The facts as found by the Referee and concurred in by trial Judge, which we abbreviate and condense to the essentials, are as follows:

J.W. Copeland, late of Clinton, in the County of Laurens, died at an advanced age on February 14, 1936, leaving of force his last will and testament, which bears date December 20, 1930. This will was duly admitted to probate in common form in the Probate Court for Laurens County on March 9, 1936. The will gives to the testator's widow, Bessie Sitgreaves Copeland, for life or widowhood, the home in Clinton, with the provision that upon her death or remarriage, the same is to "revert to my heirs." He also gives to his widow during her life or widowhood income from 100 shares of common stock in the Statesville Cotton Mills, of Statesville, North Carolina, and certain other stocks and bonds. The residuary clause provides that the remainder of his property shall be divided into six shares, one each of which goes to the testator's daughters, V. Copeland Craig, Catherine Bunting and Corre C. Steel, and his granddaughters, Beth Sloop (now Sronce), and Frank Wallace Webster (now Ivey). The sixth share is stated by the testator to represent the natural inheritance in his son, J.W. Copeland, Jr., but that because testator had already advanced his son large amounts of money, very considerably in excess of the share he might be entitled to in the testator's estate, his share is directed to be divided among the other residuary devisees and legatees.

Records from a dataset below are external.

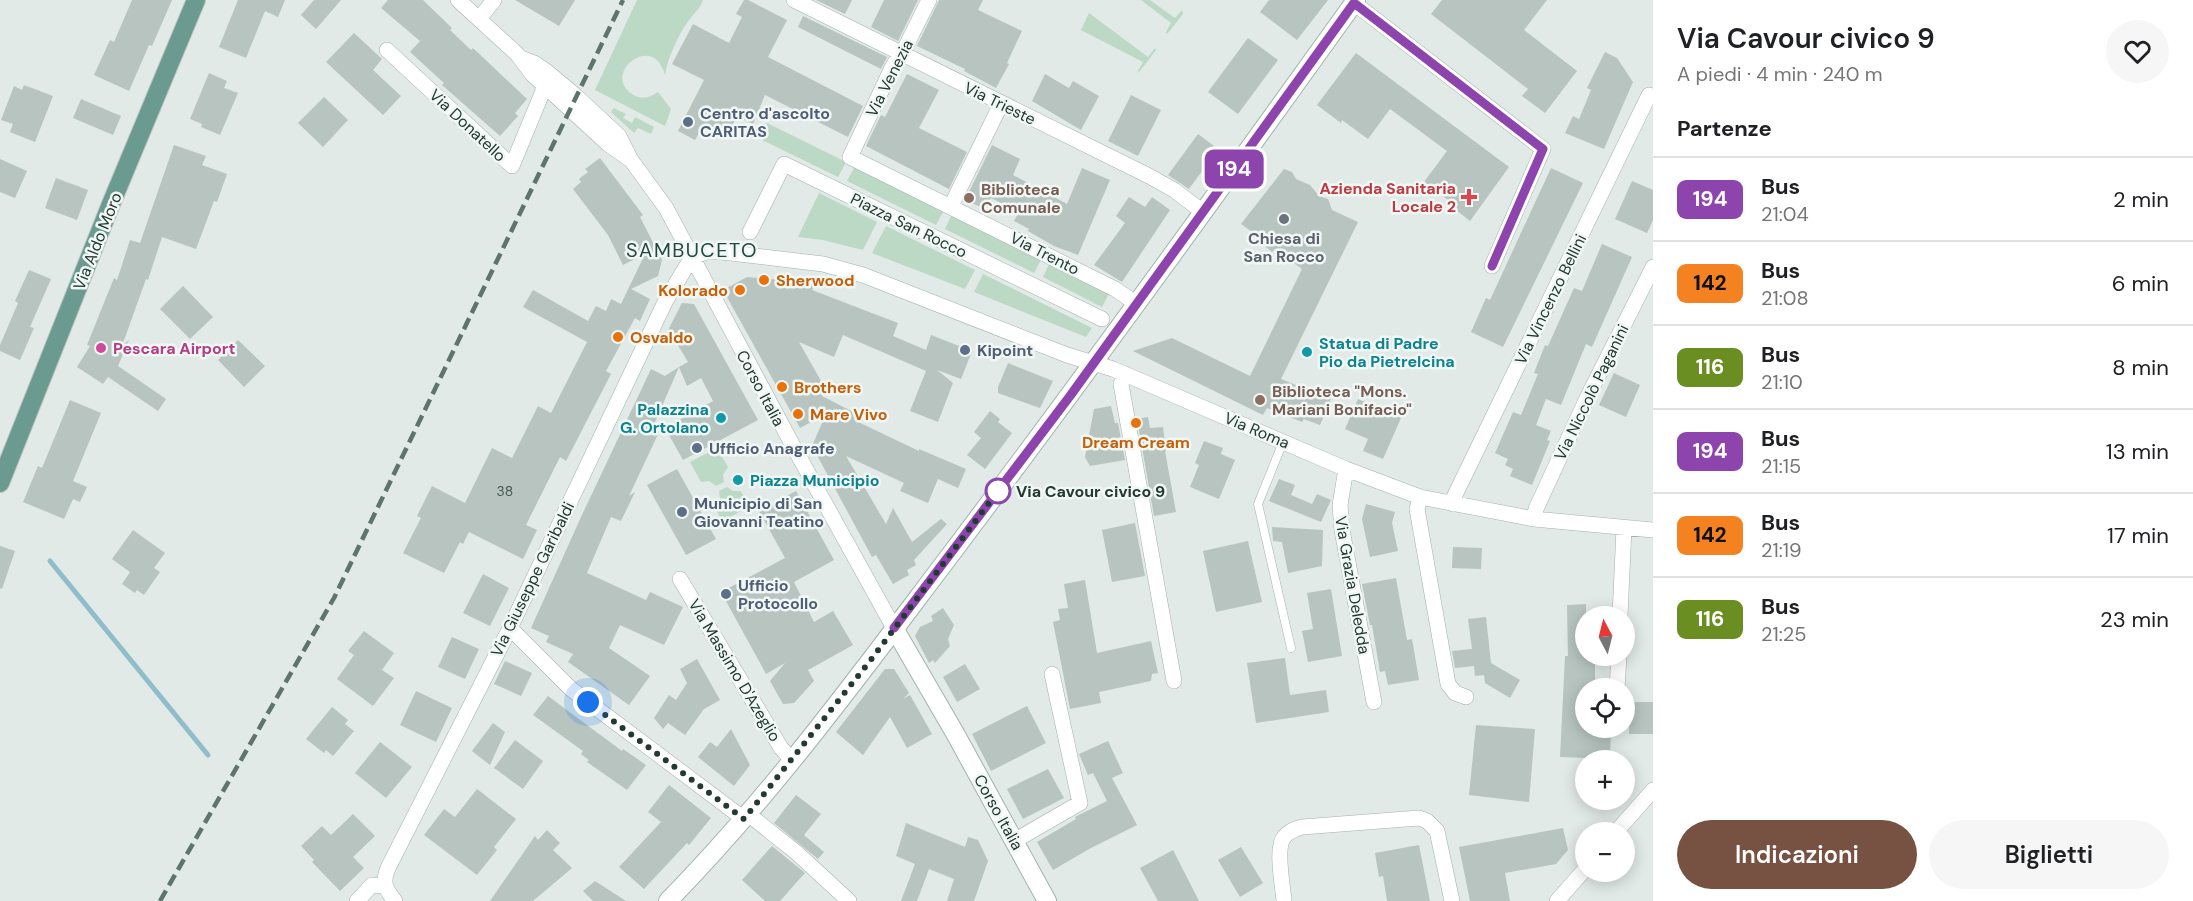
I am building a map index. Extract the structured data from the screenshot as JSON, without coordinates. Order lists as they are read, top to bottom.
{
  "streets": {
    "main road": ["Via Aldo Moro"],
    "street": [
      "Via Venezia",
      "Via Trieste",
      "Via Donatello",
      "Piazza San Rocco",
      "Via Trento",
      "Via Vincenzo Bellini",
      "Corso Italia",
      "Via Niccolò Paganini",
      "Via Roma",
      "Via Giuseppe Garibaldi",
      "Via Grazia Deledda",
      "Via Massimo D'Azeglio"
    ]
  },
  "crossings": [
    ["Via Venezia", "Via Trieste"],
    ["Via Venezia", "Via Trento"],
    ["Via Donatello", "Corso Italia"],
    ["Via Vincenzo Bellini", "Via Roma"],
    ["Corso Italia", "Via Roma"],
    ["Corso Italia", "Via Giuseppe Garibaldi"],
    ["Via Niccolò Paganini", "Via Roma"],
    ["Via Roma", "Via Giuseppe Garibaldi"],
    ["Via Roma", "Via Grazia Deledda"]
  ],
  "districts": ["SAMBUCETO"],
  "places": {
    "other": [
      "Centro d'ascolto CARITAS",
      "Biblioteca Comunale",
      "Chiesa di San Rocco",
      "Sherwood",
      "Kolorado",
      "Osvaldo",
      "Pescara Airport",
      "Kipoint",
      "Statua di Padre Pio da Pietrelcina",
      "Brothers",
      "Biblioteca \"Mons. Mariani Bonifacio\"",
      "Mare Vivo",
      "Palazzina G. Ortolano",
      "Dream Cream",
      "Ufficio Anagrafe",
      "Piazza Municipio",
      "Via Cavour civico 9",
      "Municipio di San Giovanni Teatino",
      "Ufficio Protocollo"
    ],
    "health": ["Azienda Sanitaria Locale 2"]
  },
  "lines": ["bus line 194"],
  "house_numbers": ["38"],
  "north": "top",
  "page": {
    "on_map": "194",
    "heading": [
      ["Via Cavour civico 9", "A piedi · 4 min · 240 m"],
      "Partenze"
    ],
    "list": [
      {
        "mark": "194",
        "name": "Bus",
        "note": "21:04",
        "value": "2 min"
      },
      {
        "mark": "142",
        "name": "Bus",
        "note": "21:08",
        "value": "6 min"
      },
      {
        "mark": "116",
        "name": "Bus",
        "note": "21:10",
        "value": "8 min"
      },
      {
        "mark": "194",
        "name": "Bus",
        "note": "21:15",
        "value": "13 min"
      },
      {
        "mark": "142",
        "name": "Bus",
        "note": "21:19",
        "value": "17 min"
      },
      {
        "mark": "116",
        "name": "Bus",
        "note": "21:25",
        "value": "23 min"
      }
    ],
    "map_buttons": ["+", "−"],
    "buttons": ["Indicazioni", "Biglietti"]
  }
}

Prior to September 17, 1934, J.W. Copeland was the owner of 200 shares of the common stock of Statesville *490 Cotton Mills, represented by the following certificates, for the number of shares indicated:

       Certificate 1011 ................. 100 shares.
       Certificate 1012 .................  20 shares.
       Certificate 1013 .................  60 shares.
       Certificate 1017 .................   3 shares.
       Certificate  993 .................  17 shares.
He also held certificate No. 815 for 50 shares issued in the name of David J. Craig and endorsed by David J. Craig in blank.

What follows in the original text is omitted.